Seeking to compartmentalize their lives, the Cardenas are at once the couple next door (albeit a fabulously wealthy one) and corrupt. There's irony here and hypocrisy: Miguel brings a box of cash to his church, and, turning the other cheek, the Catholic bishop ignores the money's origins.

Standing in the way of the couple's ambitions tonight are the cartel's reigning lord, Tio Jorge (Pepe Serna) -- Miguel's opium-head uncle who has found sanctuary from criminal indictment at sea on his boat -- and his son, El Huevudo (Jacob Vargas), a hothead whose tirades and poor judgment are bad for business.

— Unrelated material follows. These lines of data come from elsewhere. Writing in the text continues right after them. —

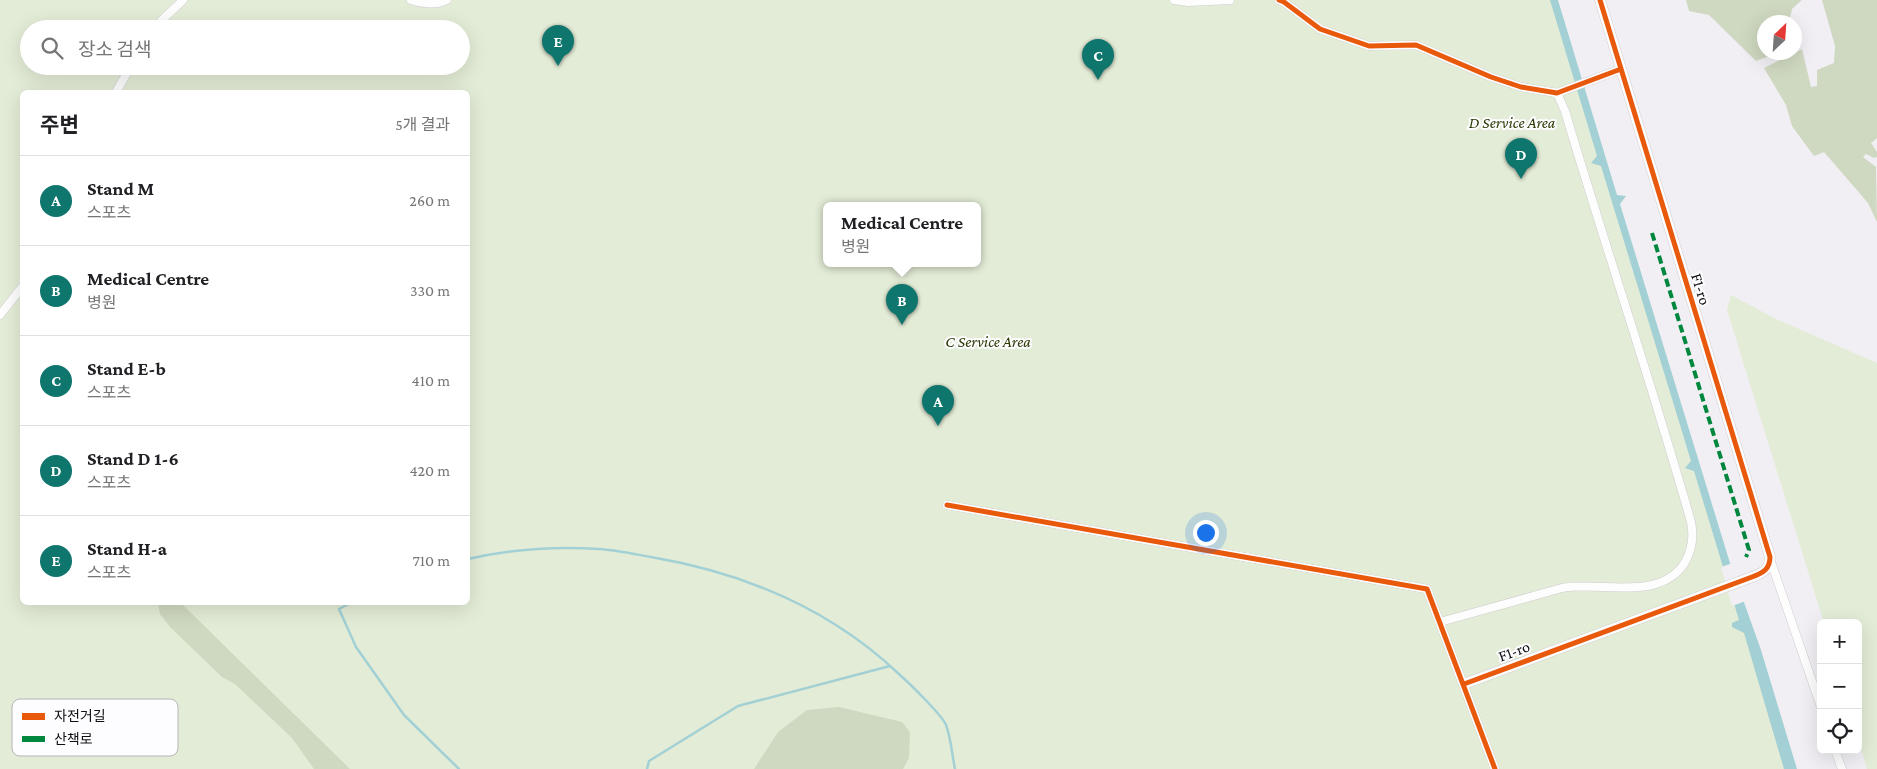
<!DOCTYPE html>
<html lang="ko">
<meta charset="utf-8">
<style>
:root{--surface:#fff;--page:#f6f6f6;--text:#202124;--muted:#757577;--line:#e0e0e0;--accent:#0f766e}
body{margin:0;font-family:"Crimson Pro","Noto Sans KR",serif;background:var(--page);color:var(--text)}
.controls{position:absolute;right:15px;bottom:15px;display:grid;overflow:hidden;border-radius:8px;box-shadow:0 5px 20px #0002}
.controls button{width:45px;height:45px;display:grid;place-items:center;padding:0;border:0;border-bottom:1px solid var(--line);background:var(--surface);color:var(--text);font:25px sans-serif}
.compass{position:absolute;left:1757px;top:15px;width:45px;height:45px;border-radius:50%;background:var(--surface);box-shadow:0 5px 20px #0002;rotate:25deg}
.you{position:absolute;left:1205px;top:532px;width:18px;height:18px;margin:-12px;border:4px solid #fff;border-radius:50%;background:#1a73e8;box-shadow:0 0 0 8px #1a73e833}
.badge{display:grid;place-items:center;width:32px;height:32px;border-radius:50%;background:var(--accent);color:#fff;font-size:16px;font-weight:700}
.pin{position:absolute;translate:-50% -41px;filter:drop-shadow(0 1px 2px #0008)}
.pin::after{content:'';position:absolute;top:26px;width:18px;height:15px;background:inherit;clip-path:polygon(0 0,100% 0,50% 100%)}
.popup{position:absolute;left:823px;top:202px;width:158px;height:65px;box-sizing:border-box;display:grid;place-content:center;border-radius:8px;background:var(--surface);filter:drop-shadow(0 1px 4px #0005);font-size:16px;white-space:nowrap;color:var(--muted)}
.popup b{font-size:19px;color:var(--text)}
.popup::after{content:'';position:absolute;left:50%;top:100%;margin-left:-10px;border:10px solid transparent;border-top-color:var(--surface)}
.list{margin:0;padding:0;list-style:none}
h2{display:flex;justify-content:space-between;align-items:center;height:65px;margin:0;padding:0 20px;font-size:21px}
h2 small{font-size:16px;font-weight:400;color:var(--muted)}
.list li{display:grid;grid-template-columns:32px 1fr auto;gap:15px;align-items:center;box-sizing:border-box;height:90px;padding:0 20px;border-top:1px solid var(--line)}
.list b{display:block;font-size:19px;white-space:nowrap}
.list p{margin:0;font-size:16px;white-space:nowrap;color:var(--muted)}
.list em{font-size:16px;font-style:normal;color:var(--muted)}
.icon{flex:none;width:28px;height:28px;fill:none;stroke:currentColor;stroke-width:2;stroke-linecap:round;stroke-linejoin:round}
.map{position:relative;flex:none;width:1877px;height:769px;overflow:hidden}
.search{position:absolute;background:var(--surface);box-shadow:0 5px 20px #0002;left:20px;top:20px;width:450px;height:55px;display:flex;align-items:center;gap:12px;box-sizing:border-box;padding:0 18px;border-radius:28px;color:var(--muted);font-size:19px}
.panel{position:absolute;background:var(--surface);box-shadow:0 5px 20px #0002;left:20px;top:90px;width:450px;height:515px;border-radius:8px}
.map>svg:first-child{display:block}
</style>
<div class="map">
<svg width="1877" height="769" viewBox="0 0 1877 769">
<rect width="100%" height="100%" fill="#f1eff3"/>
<path fill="#e3ecd6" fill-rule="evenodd" d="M 0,0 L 1554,0 L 1789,769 L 0,769 ZM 29,29 L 461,29 L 461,66 L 29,66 ZM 22,92 L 468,92 L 468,602 L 22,602 ZM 827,206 L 977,206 L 977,264 L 827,264 Z
M 1731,295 L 1776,319 L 1877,363 L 1877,769 L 1867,769 L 1858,739 L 1858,623 L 1824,623 L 1727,310 Z"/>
<path fill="#cfd8c0" d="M 1686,0 L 1802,0 L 1792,9 L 1789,22 L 1764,22 L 1764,52 L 1777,53 L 1756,61 L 1709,15 L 1689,11 Z
M 1822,0 L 1877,0 L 1877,138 L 1871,143 L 1877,152 L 1877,157 L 1874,158 L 1866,154 L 1863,157 L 1876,167 L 1877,222 L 1868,203 L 1824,152 L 1814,156 L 1792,126 L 1786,105 L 1764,68 L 1802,49 L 1811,87 L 1817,86 L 1817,70 L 1834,63 L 1835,46 Z
M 158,603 L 183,603 L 183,605 L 350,769 L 314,769 L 292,738 L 235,684 L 222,677 L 170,627 L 160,614 Z
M 839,707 L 902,722 L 910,732 L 909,758 L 903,769 L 754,769 L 778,732 L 807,710 Z"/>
<path fill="#a2d0d5" d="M 1550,0 L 1558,0 L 1617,195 L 1626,196 L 1620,204 L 1730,563 L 1761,650 L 1797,769 L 1784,769 L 1744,633 L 1732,627 L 1732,623 L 1739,620 L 1694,471 L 1685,468 L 1691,461 L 1601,166 L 1591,163 L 1597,156 Z"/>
<path fill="#f1eff3" d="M 1733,563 L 1746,601 L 1732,606 L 1721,567 Z"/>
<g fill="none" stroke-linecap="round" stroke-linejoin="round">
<path stroke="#a2d0d5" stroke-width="2.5" d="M 468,559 C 511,549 554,546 599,549 C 616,550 634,554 651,557 C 745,573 830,608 900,675 C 909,683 942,715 946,725 C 951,738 952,755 955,769
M 352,602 L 339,609 L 356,647 L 404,715 L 459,769
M 647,769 L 649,761 L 738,706 L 890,666"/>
<defs>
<path id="minor" d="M 411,0 C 423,4 435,6 447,0
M 1174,0 L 1188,2 L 1230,0
M 1279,0 L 1284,2 L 1320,29 L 1369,46 L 1416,45 L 1491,77 L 1521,87 L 1557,93 L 1621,69
M 156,29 L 161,21 L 183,0
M 116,92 L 131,66
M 0,315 L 22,287
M 947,505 L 1427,589 L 1495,769
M 1770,559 L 1821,707
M 1440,622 L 1562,588 C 1601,581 1658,602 1684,564 C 1692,551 1694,537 1691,522 C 1652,384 1606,249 1565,111 L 1557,93
M 1835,750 L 1842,769"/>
<path id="tertiary" d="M 1464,684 L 1752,577 C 1763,573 1770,569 1770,557 L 1600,0"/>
</defs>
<use href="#minor" stroke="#cfcdd0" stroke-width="9"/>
<use href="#tertiary" stroke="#cfcdd0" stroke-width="11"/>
<use href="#minor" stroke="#fdfdfd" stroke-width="8"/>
<use href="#tertiary" stroke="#fdfdfd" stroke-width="10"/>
<path stroke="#00873e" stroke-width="4" stroke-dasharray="8 4" stroke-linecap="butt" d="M 1652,233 L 1749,550 L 1746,557"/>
<defs>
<path id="cycleway" d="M 1279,0 L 1284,2 L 1320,29 L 1369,46 L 1416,45 L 1491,77 L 1521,87 L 1557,93 L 1621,69
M 947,505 L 1427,589 L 1495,769
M 1464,684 L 1752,577 C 1763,573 1770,569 1770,557 L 1600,0"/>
</defs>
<use href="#cycleway" stroke="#fdfcff" stroke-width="8"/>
<use href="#cycleway" stroke="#e8590c" stroke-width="5"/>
</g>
<g text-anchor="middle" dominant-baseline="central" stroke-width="4" stroke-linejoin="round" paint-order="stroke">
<g font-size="16" font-style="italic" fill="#2c3c05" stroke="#fdfcff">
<text x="1512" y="122">D Service Area</text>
<text x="988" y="341">C Service Area</text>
</g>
<g font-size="16" fill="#0f0e10" stroke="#fdfcff">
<text transform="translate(1701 289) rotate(73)">F1-ro</text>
<text transform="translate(1514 651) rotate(-20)">F1-ro</text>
</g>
</g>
<rect x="12" y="699" width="166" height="57" rx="8" fill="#fdfcff" stroke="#b6b5b7" stroke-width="1"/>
<rect x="22" y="713" width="23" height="7" fill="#e8590c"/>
<rect x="22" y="736" width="23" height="6" fill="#00873e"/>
<g font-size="14" fill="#0f0e10">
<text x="54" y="721">자전거길</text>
<text x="54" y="744">산책로</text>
</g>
</svg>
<div class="controls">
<button>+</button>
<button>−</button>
<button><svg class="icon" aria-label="locate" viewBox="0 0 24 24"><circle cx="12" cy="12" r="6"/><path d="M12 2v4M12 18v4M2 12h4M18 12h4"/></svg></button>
</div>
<svg class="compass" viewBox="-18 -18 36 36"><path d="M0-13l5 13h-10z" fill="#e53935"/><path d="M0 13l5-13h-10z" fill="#757577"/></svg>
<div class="you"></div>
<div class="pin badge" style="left:938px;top:426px">A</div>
<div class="pin badge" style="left:902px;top:325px">B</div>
<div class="popup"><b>Medical Centre</b>병원</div>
<div class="pin badge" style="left:1098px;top:80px">C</div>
<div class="pin badge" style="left:1521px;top:179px">D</div>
<div class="pin badge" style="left:558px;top:66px">E</div>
<div class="search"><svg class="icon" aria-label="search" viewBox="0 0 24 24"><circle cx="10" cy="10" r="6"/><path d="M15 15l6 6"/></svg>장소 검색</div>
<section class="panel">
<h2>주변<small>5개 결과</small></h2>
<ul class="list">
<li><span class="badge">A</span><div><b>Stand M</b><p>스포츠</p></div><em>260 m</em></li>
<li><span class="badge">B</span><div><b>Medical Centre</b><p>병원</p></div><em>330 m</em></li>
<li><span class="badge">C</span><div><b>Stand E-b</b><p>스포츠</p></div><em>410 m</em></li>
<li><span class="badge">D</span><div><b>Stand D 1-6</b><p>스포츠</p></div><em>420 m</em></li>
<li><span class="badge">E</span><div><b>Stand H-a</b><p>스포츠</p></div><em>710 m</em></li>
</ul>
</section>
</div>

Checking in also are DEA agent Rosa Flores (Angela Alvarado Rosa); Miguel's ruthless brother, Chato (Bobby Cannavale); and Heywood Klein (Brian Benben), a crooked plastic surgeon beholden to the cartel. He's involved in some grisly business but in the second episode is very funny when trying to unload his cocaine stash to buy his freedom from the cartel.

Just where all this would end -- should "Kingpin" earn life beyond this initial order -- only Mills knows. Life doesn't appear promising for any of his criminal characters, but the uncertainty of their futures somehow adds to their allure.

Loose ends are tightly knotted on "Dragnet," though. Forbidden are U-turns, hairpin curves or blindsides. The story you are about to see is straightforward, starting with the discovery of a hooker's body. Then another is found, and another and another, temporarily perplexing Sgt. Joe Friday (O'Neill) and his sidekick, Frank Smith (Ethan Embry), as they prowl a red-light universe teeming with pimps and prostitution.

Although O'Neill gets his voice-over, this remake from producing behemoth Dick Wolf (creator of the "Law & Order" franchise on NBC) discards most of the LAPD-worshiping original "Dragnet."

The newcomer includes such nods to modernism as a criminal profiler and put-downs of "media maggots" who cling to the coattails of criminal investigations.

There's even a bit of humor here. And in place of Webb's signature snarly monologues -- when nothing on his face moved but his lips -- the new Joe Friday rages and gets physical, sometimes out of control.

So here's the question: Why remake "Dragnet" if it's not going to be "Dragnet," with a Friday who is Friday? Why redo it if not to camp it up and rouge it bright pink mostly for laughs? Minus the old show's tailored-for-ridicule tics, which are now part of TV lore, the 2003 version of "Dragnet" becomes just another generic cop series set in L.A.

Unexciting and unnecessary.


The shows

What: "Kingpin," "Dragnet"

When and where: "Kingpin" is on NBC, 10-11 p.m. Sundays and Tuesdays, through Feb. 18; "Dragnet," ABC, 10-11 p.m. Sundays.

Rating: NBC has rated "Kingpin" TV-14 (may be unsuitable for children under the age of 14). ABC has rated "Dragnet" TV-14DLV (may be unsuitable for children under 14, with advisories for suggestive dialogue, coarse language and violence).